Required action: Using the records below, repeat exactly the lines from the one holding "position:absolute; left:618px; top:182px;" through the one holding "position:absolute; display:grid; place-items:center;", both ends included, and no others.

Exercise data:
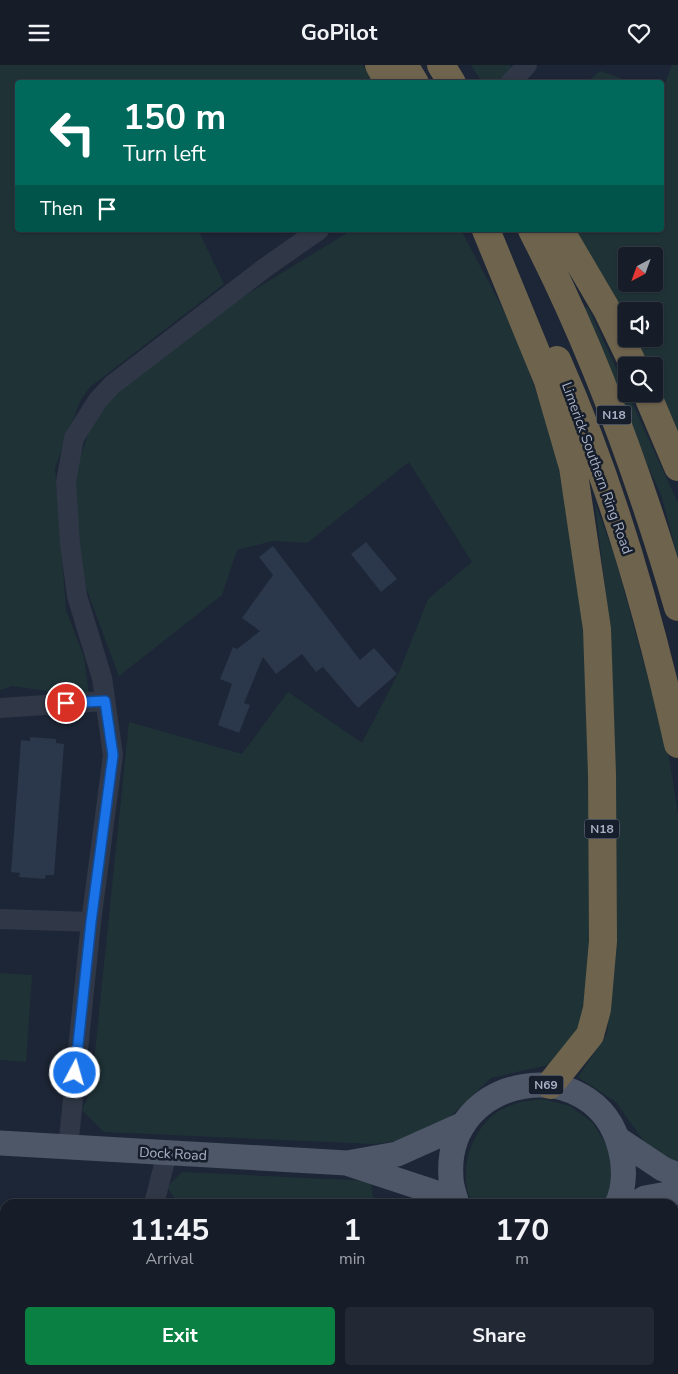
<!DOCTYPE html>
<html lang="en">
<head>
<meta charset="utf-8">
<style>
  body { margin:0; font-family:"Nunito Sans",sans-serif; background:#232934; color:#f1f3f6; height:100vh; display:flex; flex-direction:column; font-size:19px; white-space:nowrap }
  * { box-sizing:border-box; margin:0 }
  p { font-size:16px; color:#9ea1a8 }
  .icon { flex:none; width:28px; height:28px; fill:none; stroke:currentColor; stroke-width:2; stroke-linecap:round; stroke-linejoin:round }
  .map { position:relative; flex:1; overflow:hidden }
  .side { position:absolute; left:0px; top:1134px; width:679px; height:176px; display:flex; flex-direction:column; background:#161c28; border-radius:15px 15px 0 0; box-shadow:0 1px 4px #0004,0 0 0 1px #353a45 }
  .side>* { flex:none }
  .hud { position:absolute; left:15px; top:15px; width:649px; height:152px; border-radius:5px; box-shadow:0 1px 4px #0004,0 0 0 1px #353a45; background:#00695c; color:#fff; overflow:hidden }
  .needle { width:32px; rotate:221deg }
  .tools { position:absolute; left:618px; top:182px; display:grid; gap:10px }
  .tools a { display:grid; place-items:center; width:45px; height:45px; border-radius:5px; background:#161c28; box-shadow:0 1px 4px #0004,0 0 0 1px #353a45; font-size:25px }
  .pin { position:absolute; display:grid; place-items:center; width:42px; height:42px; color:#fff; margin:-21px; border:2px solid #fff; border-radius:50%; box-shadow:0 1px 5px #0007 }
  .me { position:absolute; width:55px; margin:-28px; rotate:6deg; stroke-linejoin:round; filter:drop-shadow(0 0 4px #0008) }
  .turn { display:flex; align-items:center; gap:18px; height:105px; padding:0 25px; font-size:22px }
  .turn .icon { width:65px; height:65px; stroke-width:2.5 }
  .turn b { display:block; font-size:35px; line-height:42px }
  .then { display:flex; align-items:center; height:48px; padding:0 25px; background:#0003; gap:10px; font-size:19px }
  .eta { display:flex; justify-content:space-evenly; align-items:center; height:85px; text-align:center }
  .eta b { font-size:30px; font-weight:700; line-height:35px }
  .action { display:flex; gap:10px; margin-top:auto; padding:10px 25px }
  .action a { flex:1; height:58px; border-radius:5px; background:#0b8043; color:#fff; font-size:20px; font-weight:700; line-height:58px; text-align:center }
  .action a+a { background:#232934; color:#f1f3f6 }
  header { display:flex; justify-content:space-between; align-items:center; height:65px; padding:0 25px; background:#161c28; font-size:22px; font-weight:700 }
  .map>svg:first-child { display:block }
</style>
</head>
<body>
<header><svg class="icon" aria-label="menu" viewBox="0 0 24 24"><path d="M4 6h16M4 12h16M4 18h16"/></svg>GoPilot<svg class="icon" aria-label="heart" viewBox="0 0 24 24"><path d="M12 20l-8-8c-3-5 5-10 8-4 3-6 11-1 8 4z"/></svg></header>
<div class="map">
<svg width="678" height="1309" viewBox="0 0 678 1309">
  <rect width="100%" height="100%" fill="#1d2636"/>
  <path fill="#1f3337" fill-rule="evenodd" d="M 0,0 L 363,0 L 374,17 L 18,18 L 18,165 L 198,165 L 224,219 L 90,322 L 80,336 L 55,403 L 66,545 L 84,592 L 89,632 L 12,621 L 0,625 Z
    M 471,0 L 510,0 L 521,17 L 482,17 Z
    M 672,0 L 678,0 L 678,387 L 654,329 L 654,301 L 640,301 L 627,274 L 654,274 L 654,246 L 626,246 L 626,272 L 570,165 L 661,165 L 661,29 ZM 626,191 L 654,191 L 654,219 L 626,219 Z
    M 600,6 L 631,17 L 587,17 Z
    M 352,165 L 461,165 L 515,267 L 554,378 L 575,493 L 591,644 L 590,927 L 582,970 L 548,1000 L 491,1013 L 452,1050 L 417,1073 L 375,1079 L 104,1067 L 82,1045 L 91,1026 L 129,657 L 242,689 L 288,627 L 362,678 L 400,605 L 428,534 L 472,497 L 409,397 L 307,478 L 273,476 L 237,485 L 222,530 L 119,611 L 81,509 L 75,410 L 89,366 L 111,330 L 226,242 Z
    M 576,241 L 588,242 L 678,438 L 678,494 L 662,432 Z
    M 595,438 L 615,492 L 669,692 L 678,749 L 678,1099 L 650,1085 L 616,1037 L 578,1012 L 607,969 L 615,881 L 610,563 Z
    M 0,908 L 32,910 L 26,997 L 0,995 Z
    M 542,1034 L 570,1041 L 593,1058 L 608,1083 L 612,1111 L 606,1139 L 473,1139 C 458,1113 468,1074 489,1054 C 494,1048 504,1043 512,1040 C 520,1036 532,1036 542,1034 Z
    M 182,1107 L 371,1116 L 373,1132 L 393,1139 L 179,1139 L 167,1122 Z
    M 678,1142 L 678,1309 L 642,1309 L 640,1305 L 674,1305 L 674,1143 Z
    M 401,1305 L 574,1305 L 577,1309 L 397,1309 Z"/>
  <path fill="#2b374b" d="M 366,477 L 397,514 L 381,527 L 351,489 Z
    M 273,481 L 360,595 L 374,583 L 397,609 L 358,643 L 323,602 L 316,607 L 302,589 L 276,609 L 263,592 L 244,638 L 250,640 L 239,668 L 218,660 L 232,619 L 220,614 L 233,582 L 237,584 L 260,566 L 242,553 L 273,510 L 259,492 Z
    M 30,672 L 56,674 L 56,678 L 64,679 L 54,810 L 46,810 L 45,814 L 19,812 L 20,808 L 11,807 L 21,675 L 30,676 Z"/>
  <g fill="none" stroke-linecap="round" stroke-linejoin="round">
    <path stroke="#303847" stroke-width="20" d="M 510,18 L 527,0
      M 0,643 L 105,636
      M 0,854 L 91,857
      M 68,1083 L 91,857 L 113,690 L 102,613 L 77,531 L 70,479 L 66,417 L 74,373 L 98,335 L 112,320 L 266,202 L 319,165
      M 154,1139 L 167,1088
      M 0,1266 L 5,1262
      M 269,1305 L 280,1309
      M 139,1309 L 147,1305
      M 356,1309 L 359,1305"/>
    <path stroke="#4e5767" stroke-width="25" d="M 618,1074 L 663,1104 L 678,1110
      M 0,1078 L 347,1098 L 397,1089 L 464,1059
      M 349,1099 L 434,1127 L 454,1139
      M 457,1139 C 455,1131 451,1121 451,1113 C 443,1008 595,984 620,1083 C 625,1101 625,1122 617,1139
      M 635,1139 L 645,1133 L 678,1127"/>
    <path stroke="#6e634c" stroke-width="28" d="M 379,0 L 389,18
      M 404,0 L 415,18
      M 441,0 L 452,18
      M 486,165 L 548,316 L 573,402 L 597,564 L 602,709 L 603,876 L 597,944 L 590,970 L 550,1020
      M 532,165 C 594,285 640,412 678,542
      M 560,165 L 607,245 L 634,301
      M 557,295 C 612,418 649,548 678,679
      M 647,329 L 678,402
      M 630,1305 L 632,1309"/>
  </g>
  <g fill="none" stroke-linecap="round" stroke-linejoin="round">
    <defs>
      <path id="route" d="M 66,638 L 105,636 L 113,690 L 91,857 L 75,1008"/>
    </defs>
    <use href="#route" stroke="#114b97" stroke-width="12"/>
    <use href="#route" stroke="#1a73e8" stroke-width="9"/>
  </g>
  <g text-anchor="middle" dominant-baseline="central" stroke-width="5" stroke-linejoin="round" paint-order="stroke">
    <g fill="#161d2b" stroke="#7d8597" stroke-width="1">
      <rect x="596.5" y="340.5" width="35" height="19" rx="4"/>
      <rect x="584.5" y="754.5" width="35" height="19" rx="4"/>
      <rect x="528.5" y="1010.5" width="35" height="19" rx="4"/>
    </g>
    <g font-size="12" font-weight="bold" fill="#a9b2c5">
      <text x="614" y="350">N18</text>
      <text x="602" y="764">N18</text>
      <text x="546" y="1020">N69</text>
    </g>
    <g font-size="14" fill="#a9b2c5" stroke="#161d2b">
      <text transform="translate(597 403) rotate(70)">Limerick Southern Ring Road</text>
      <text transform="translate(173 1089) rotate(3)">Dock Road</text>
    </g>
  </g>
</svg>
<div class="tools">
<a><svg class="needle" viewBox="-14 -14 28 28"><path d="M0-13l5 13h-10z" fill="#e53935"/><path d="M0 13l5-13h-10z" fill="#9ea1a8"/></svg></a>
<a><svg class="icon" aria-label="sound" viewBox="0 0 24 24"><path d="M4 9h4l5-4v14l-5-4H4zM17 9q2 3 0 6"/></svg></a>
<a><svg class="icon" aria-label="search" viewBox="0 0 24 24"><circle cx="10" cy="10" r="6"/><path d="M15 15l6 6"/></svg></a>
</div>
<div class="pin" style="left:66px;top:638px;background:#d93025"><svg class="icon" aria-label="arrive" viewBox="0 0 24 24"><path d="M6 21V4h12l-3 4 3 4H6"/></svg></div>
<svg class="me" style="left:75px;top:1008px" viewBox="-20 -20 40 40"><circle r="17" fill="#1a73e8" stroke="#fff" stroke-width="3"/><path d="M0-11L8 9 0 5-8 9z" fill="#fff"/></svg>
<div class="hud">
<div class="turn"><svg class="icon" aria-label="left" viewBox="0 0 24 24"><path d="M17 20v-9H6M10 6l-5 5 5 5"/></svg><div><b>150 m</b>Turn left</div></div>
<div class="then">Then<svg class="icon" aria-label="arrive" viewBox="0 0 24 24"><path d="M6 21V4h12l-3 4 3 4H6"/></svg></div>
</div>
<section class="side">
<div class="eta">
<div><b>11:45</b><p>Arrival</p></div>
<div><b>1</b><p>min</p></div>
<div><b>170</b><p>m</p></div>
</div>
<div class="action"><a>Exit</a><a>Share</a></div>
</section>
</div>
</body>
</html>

Output:
  .tools { position:absolute; left:618px; top:182px; display:grid; gap:10px }
  .tools a { display:grid; place-items:center; width:45px; height:45px; border-radius:5px; background:#161c28; box-shadow:0 1px 4px #0004,0 0 0 1px #353a45; font-size:25px }
  .pin { position:absolute; display:grid; place-items:center; width:42px; height:42px; color:#fff; margin:-21px; border:2px solid #fff; border-radius:50%; box-shadow:0 1px 5px #0007 }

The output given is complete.